Greenhill is set to receive some $50 million in fees from advising Teva on its $40.5 billion acquisition of Allergan’s generics unit, as well as some other smaller transactions. The Allergan deal closed in early August, meaning Greenhill can recognize the majority of that fee haul this quarter.

If the firm doesn’t have a hand in any large deals or a bigger number of mid-sized transactions through year-end, its future revenue pool will look a little light.

For what it’s worth, Greenhill CEO Scott Bok said in April that analyst projections of its 2016 revenue were “too low by a significant margin.” It’s notable that since then, consensus estimates for the year have barely changed, remaining at $304 million.

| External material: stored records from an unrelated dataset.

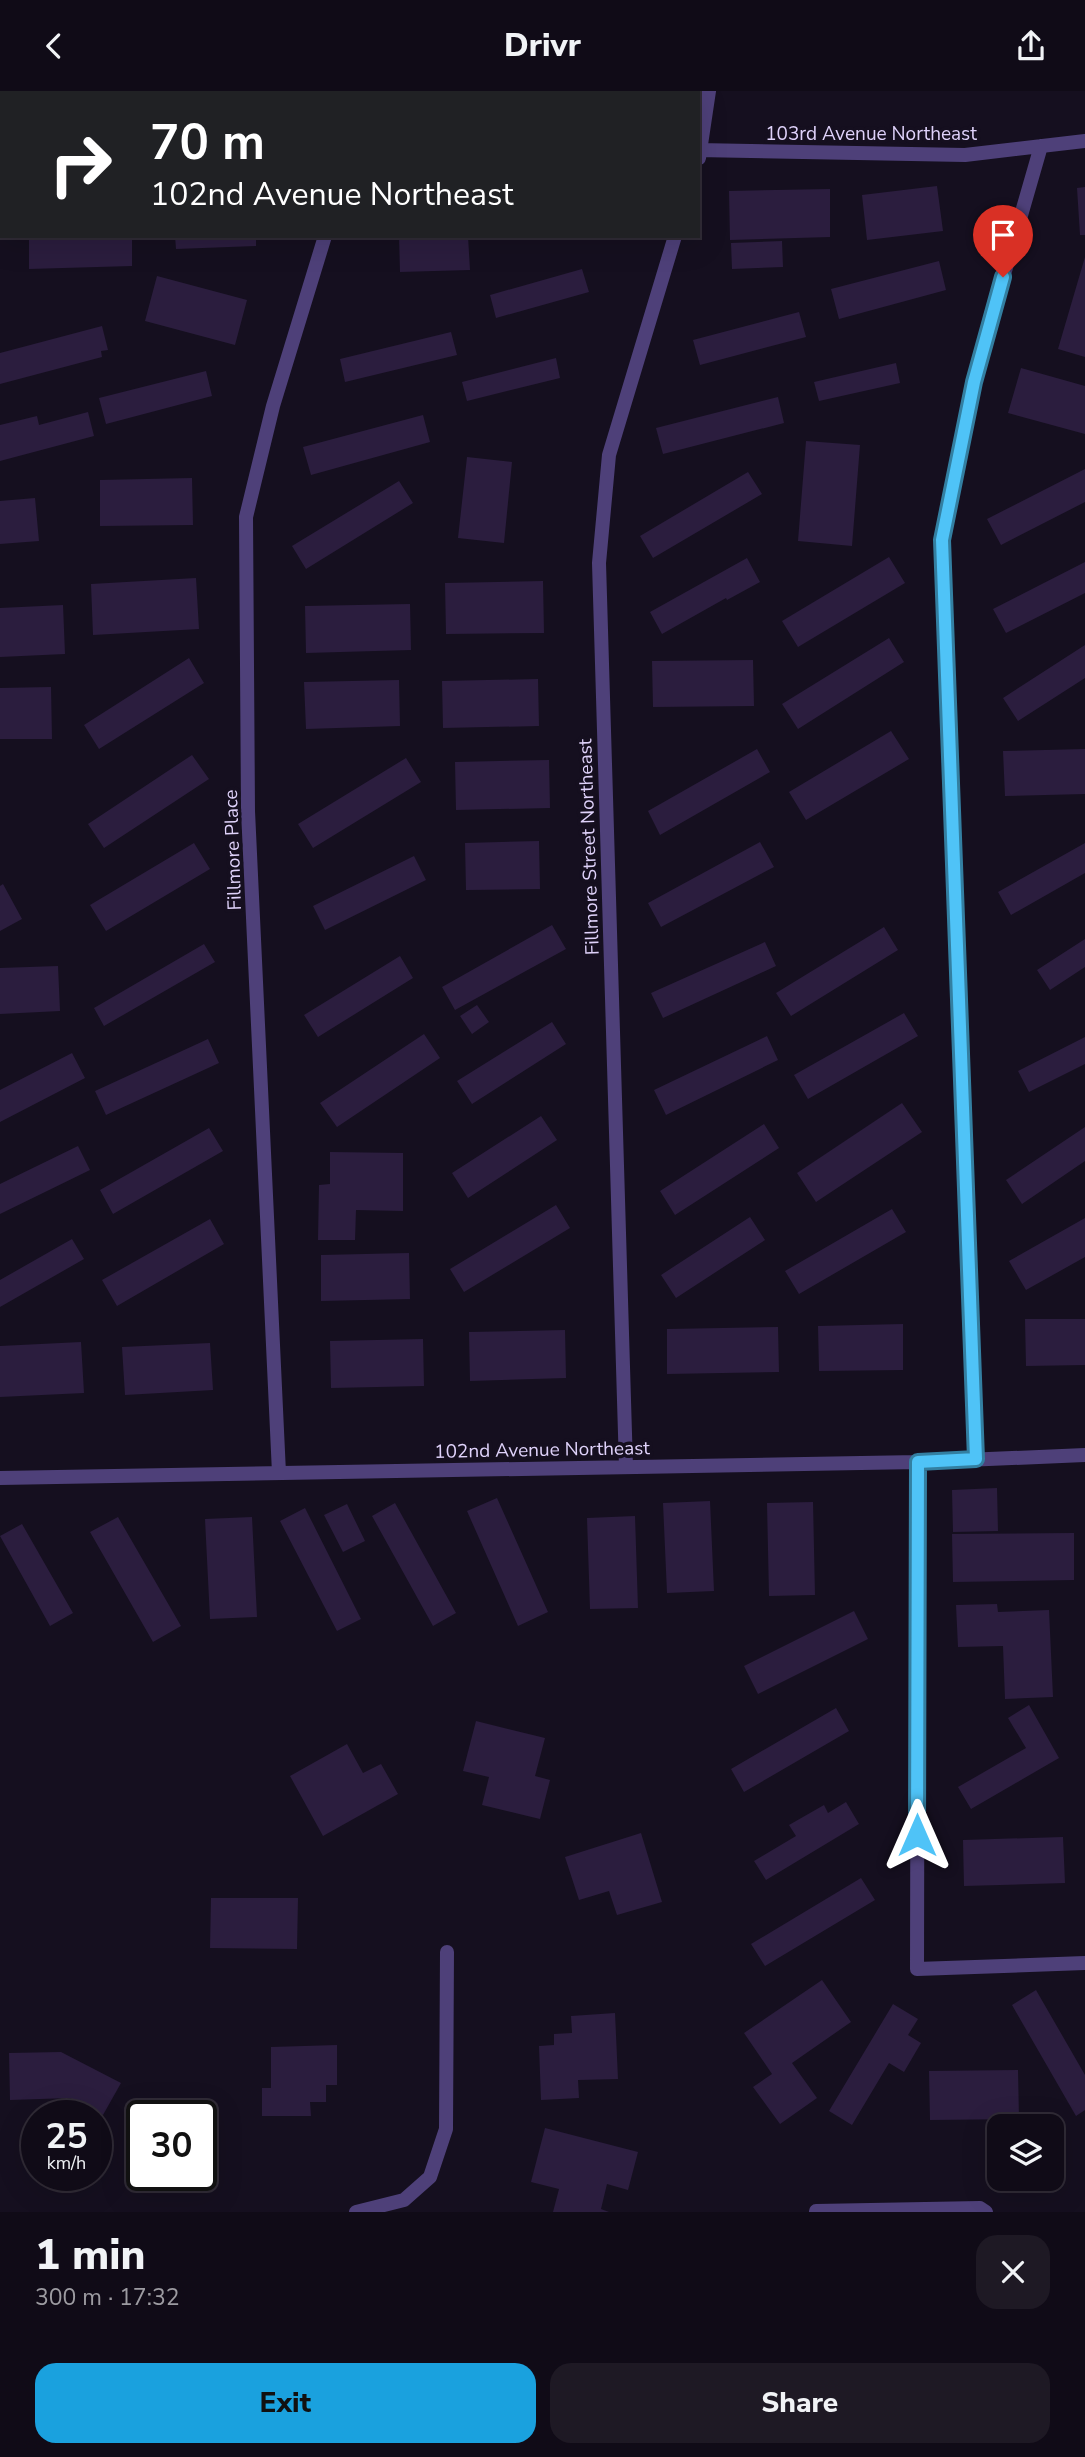 <!DOCTYPE html>
<meta charset="utf-8">
<style>
:root{--surface:#100b17;--page:#1e1924;--text:#f1f3f6;--muted:#9c9ba1;--line:#302b36;--accent:#1aa1de}
body{margin:0;font-family:"Nunito Sans",sans-serif;background:var(--page);color:var(--text);height:100vh;display:flex;flex-direction:column;font-size:26px;white-space:nowrap}
*{box-sizing:border-box;margin:0}
p{font-size:23px;color:var(--muted)}
.icon{flex:none;width:38px;height:38px;fill:none;stroke:currentColor;stroke-width:2;stroke-linecap:round;stroke-linejoin:round}
.map{position:relative;height:2121px;overflow:hidden}
.details{display:flex;flex-direction:column;background:var(--surface);flex:1}
.details>*{flex:none}
.top-card{position:absolute;left:0px;top:0px;width:700px;height:147px;box-shadow:0 7px 28px #0002,0 0 0 2px var(--line);background:#202124;color:#fff;overflow:hidden}
.controls{position:absolute;left:987px;top:2023px;display:grid;gap:14px}
.controls a{display:grid;place-items:center;width:77px;height:77px;border-radius:14px;background:var(--surface);box-shadow:0 7px 28px #0002,0 0 0 2px var(--line);font-size:35px}
.speed{position:absolute;left:21px;top:2009px;display:flex;gap:14px;font-size:35px;font-weight:700;text-align:center}
.speed>*{display:grid;place-content:center;width:91px;height:91px;border-radius:50%;background:var(--surface);box-shadow:0 7px 28px #0002,0 0 0 2px var(--line);line-height:1}
.speed small{font-size:18px;font-weight:400}
.speed .limit{border:4px solid #111;border-radius:10px;background:#fff;color:#111}
.pin{position:absolute;display:grid;place-items:center;width:60px;height:60px;color:#fff;margin:-72px -30px;border-radius:50% 50% 50% 0;rotate:-45deg;box-shadow:0 0 7px #0007}
.pin .icon{rotate:45deg}
.me{position:absolute;width:77px;margin:-38px;rotate:0deg;stroke-linejoin:round;filter:drop-shadow(0 0 5px #0008)}
.turn{display:flex;align-items:center;gap:24px;height:147px;padding:0 35px;font-size:32px}
.turn .icon{width:91px;height:91px;stroke-width:2.5}
.turn b{display:block;font-size:49px;line-height:60px}
.round{display:grid;place-items:center;flex:none;width:74px;height:74px;border-radius:21px;background:var(--page)}
.summary{display:flex;align-items:center;justify-content:space-between;height:119px;padding:0 35px}
h1{font-size:42px;font-weight:800;line-height:52px}
.action{display:flex;gap:14px;margin-top:auto;padding:14px 35px}
.action a{flex:1;height:80px;border-radius:21px;background:var(--accent);color:#111;font-size:28px;font-weight:800;line-height:80px;text-align:center}
.action a+a{background:var(--page);color:var(--text)}
header{display:flex;justify-content:space-between;align-items:center;height:91px;padding:0 35px;background:var(--surface);font-size:32px;font-weight:800}
.map>svg:first-child{display:block}
.building{fill:#2b1d3e}
.lines{fill:none;stroke-linecap:round;stroke-linejoin:round}
.lane{stroke:#4e4079;stroke-width:14}
.street{stroke:#4e4079;stroke-width:14}
.route-casing{stroke:#337fa1;stroke-width:18}
.route{stroke:#4fc3f7;stroke-width:12}
.labels{text-anchor:middle;stroke-width:7;stroke-linejoin:round;paint-order:stroke}
.street-label{font-size:19px;fill:#dfd2fa;stroke:#150f1f}
</style>
<header><svg class="icon" aria-label="back" viewBox="0 0 24 24"><path d="M15 5l-7 7 7 7"/></svg>Drivr<svg class="icon" aria-label="share" viewBox="0 0 24 24"><path d="M12 15V3M7 8l5-5 5 5M5 13v7h14v-7"/></svg></header>
<div class="map">
<svg width="1085" height="2121" viewBox="0 0 1085 2121">
<rect width="100%" height="100%" fill="#150f1f"/>
<!-- building -->
<path class="building" d="M937 95 943 140 867 149 862 104Z
M1085 96V144H1080L1077 97Z
M830 98V146L730 149 729 100Z
M29 145H132V175L29 178Z
M175 145H256V155L176 158Z
M399 145H468L470 179 400 181Z
M782 150 783 176 732 178 731 152Z
M1085 166V266L1058 258Z
M939 170 946 199 839 228 831 198Z
M582 178 589 201 496 227 490 204Z
M157 185 247 209 235 254 145 230Z
M799 221 806 246 700 274 693 249Z
M102 235 108 259 101 260 102 266 0 293V262Z
M451 241 457 264 345 291 340 268Z
M556 267 560 287 467 310 462 291Z
M896 272 900 292 819 310 814 291Z
M1021 277 1085 295V343L1008 322Z
M206 280 212 305 106 333 99 307Z
M778 306 784 332 663 363 656 337Z
M88 321 94 345 0 370V334L37 325 39 334Z
M423 324 430 351 311 384 303 356Z
M806 350 860 354 852 455 798 450Z
M467 366 512 371 504 452 458 447Z
M1085 378V411L1001 454 987 428Z
M748 381 762 403 653 467 640 445Z
M192 387 193 434 100 435V389Z
M399 390 413 412 306 478 292 455Z
M35 407 39 450 0 453V410Z
M889 466 905 492 798 556 782 530Z
M747 467 760 491 727 509 726 507 662 543 650 521Z
M1085 471V502L1006 542 993 518Z
M196 487 199 538 93 544 91 493Z
M543 490 544 542 446 543 445 492Z
M410 513 411 559 306 562 305 515Z
M63 514 65 563 0 566V517Z
M889 547 904 571 798 638 782 613Z
M1085 554V587L1018 630 1003 607Z
M189 567 204 592 99 658 84 634Z
M753 569 754 615 653 616 652 570Z
M538 588 539 635 443 637 442 590Z
M399 589 400 635 306 638 304 591Z
M51 596 52 648H0V597Z
M891 640 909 668 806 729 789 701Z
M757 658 770 681 660 744 648 720Z
M1085 658V703L1005 705 1003 660Z
M192 664 209 688 104 757 88 733Z
M406 667 421 691 313 757 298 733Z
M549 669 550 717 456 719 455 671Z
M539 750 540 798 466 799 465 752Z
M760 751 774 776 661 836 648 812Z
M194 752 210 778 106 840 90 814Z
M1085 752V782L1011 824 998 801Z
M414 765 426 789 325 839 313 815Z
M3 793 22 828 0 840V795Z
M552 834 566 858 455 919 442 896Z
M884 836 898 859 791 925 776 902Z
M1085 848V876L1050 899 1037 879Z
M765 851 776 875 663 927 651 902Z
M204 853 215 871 104 935 94 917Z
M400 865 413 887 318 946 304 924Z
M58 875 60 920 0 923V877Z
M477 914 489 931 472 943 460 925Z
M904 922 918 945 808 1008 794 984Z
M552 931 566 953 472 1013 457 990Z
M424 943 440 967 337 1036 320 1012Z
M767 945 778 969 666 1024 654 999Z
M1085 946V973L1029 1001 1018 980Z
M208 948 219 972 106 1024 95 1000Z
M72 962 85 987 0 1031V999Z
M902 1012 922 1041 816 1111 797 1082Z
M541 1025 557 1049 468 1107 452 1082Z
M764 1033 779 1057 675 1124 660 1100Z
M1085 1036V1070L1022 1113 1006 1089Z
M209 1037 223 1060 113 1123 100 1099Z
M78 1055 90 1079 0 1123V1093Z
M330 1061 403 1062V1120L356 1119 355 1149H318L319 1094 330 1093Z
M556 1114 570 1137 464 1201 450 1178Z
M892 1118 906 1141 799 1203 785 1180Z
M750 1126 765 1149 676 1207 661 1184Z
M1085 1127V1166L1026 1199 1009 1170Z
M210 1128 224 1153 117 1215 102 1189Z
M72 1148 84 1168 0 1216V1189Z
M409 1162 410 1208 321 1210V1164Z
M1025 1228H1085V1274L1026 1275Z
M903 1233V1279L819 1280 818 1235Z
M778 1236 779 1281 667 1283V1238Z
M565 1239 566 1287 470 1290 469 1241Z
M423 1248 424 1295 331 1297 330 1250Z
M81 1251 84 1302 0 1306V1255Z
M210 1252 213 1299 125 1304 122 1256Z
M997 1397 998 1440 953 1441 952 1399Z
M497 1407 548 1521 518 1535 467 1420Z
M710 1410 714 1500 667 1502 663 1412Z
M813 1411 815 1504 769 1505 767 1412Z
M395 1412 456 1522 433 1535 372 1425Z
M347 1413 365 1450 343 1461 324 1424Z
M305 1417 361 1528 337 1540 280 1430Z
M635 1425 638 1517 590 1518 587 1427Z
M118 1426 181 1535 153 1551 90 1441Z
M252 1426 257 1526 210 1528 205 1428Z
M22 1433 73 1522 50 1535 0 1445Z
M1074 1442V1489L953 1491 952 1443Z
M997 1513 998 1521 1049 1519 1053 1606 1005 1608 1003 1555 958 1556 956 1514Z
M854 1520 868 1548 758 1603 744 1575Z
M1029 1614 1059 1667 971 1718 958 1696 1026 1657 1008 1627Z
M836 1617 849 1640 744 1701 731 1678Z
M476 1630 545 1647 535 1685 550 1689 540 1728 482 1714 489 1686 463 1680Z
M347 1653 363 1682 381 1673 398 1703 323 1745 290 1685Z
M846 1711 859 1733 766 1789 754 1770 796 1745 789 1734 824 1714 828 1722Z
M641 1742 662 1811 617 1824 609 1800 579 1809 565 1766Z
M1063 1746 1065 1792 964 1795 963 1749Z
M861 1787 875 1809 765 1875 751 1853Z
M211 1807H298L297 1858 210 1857Z
M822 1889 851 1931 792 1972 817 2007 780 2033 753 1996 772 1983 744 1942Z
M1036 1899 1085 1984V2019L1076 2025 1012 1914Z
M893 1913 918 1928 908 1944 921 1952 904 1981 889 1972 852 2034 829 2020Z
M615 1922 618 1988 578 1989 579 2007 541 2009 539 1955 554 1954V1943L572 1942 571 1925Z
M337 1954V1994H326V2011H310L311 2025H262V1997H271V1956Z
M61 1961 121 1992 103 2024 70 2007 10 2009 9 1962Z
M1018 1979 1019 2028 930 2029 929 1980Z
M545 2037 638 2061 628 2099 607 2093 601 2118 609 2121H553L559 2098 531 2091Z"/>
<g class="lines">
<!-- lane -->
<path class="lane" d="M816 2120 980 2117 986 2121"/>
<!-- street -->
<path class="street" d="M358 2 359 0
M698 59 965 64 1085 50
M0 65H2
M699 67 709 0
M976 1368 942 449 973 291 1041 55
M918 1371 917 1878 1085 1872
M626 1376 599 472 609 364 675 145
M279 1382 248 720 246 426 273 315 325 145
M0 1387 918 1371 1085 1364
M356 2121 404 2109 430 2086 446 2038 447 1861"/>
</g>
<g class="lines">
<defs>
<path id="route" d="M917 1744 918 1371 976 1368 942 449 974 291 1003 186"/>
</defs>
<!-- route casing -->
<use href="#route" class="route-casing"/>
<!-- route -->
<use href="#route" class="route"/>
</g>
<g class="labels">
<!-- street labels -->
<g class="street-label">
<text x="871" y="49">103rd Avenue Northeast</text>
<text transform="translate(588 756) rotate(-92)" y="7">Fillmore Street Northeast</text>
<text transform="translate(232 759) rotate(-92)" y="7">Fillmore Place</text>
<text transform="translate(542 1358) rotate(-1)" y="7">102nd Avenue Northeast</text>
</g>
</g>
</svg>
<div class="controls">
<a><svg class="icon" aria-label="layers" viewBox="0 0 24 24"><path d="M12 4l9 5-9 5-9-5zM3 14l9 5 9-5"/></svg></a>
</div>
<div class="speed"><div>25<small>km/h</small></div><div class="limit">30</div></div>
<div class="pin" style="left:1003px;top:186px;background:#d93025"><svg class="icon" aria-label="arrive" viewBox="0 0 24 24"><path d="M6 21V4h12l-3 4 3 4H6"/></svg></div>
<svg class="me" style="left:917px;top:1744px" viewBox="-20 -20 40 40"><path d="M0-17L14 15 0 8-14 15z" fill="#4fc3f7" stroke="#fff" stroke-width="4"/></svg>
<div class="top-card">
<div class="turn"><svg class="icon" aria-label="right" viewBox="0 0 24 24"><path d="M7 20v-9h11M14 6l5 5-5 5"/></svg><div><b>70 m</b>102nd Avenue Northeast</div></div>
</div>
</div>
<section class="details">
<div class="summary"><div><h1>1 min</h1><p>300 m · 17:32</p></div><a class="round"><svg class="icon" aria-label="close" viewBox="0 0 24 24"><path d="M6 6l12 12M18 6L6 18"/></svg></a></div>
<div class="action"><a>Exit</a><a>Share</a></div>
</section>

On top of that, analysts project that same amount of next year’s revenue as well, indicating expectations for zero growth.

Although its stock fell sharply after June’s surprise Brexit vote, it has recovered in line with peers as market watchers decided M&A activity may not cool as quickly as feared.

The shares are still down 22 percent year to date, but that doesn’t necessarily make them a bargain. At 15.5 times Greenhill’s forward earnings, the stock trades at a premium to peers including Lazard, Moelis & Co., and Evercore Partners. Some skeptics have already made their mark, with 9.3 percent of the firm’s shares sold short, according to data compiled by Markit. That’s roughly triple Greenhill’s most-betted-against peer, Moelis, at 3.3 percent.

For the stock to regain momentum, Greenhill will need to start stringing together a handful of advisory wins, and from a client other than Teva.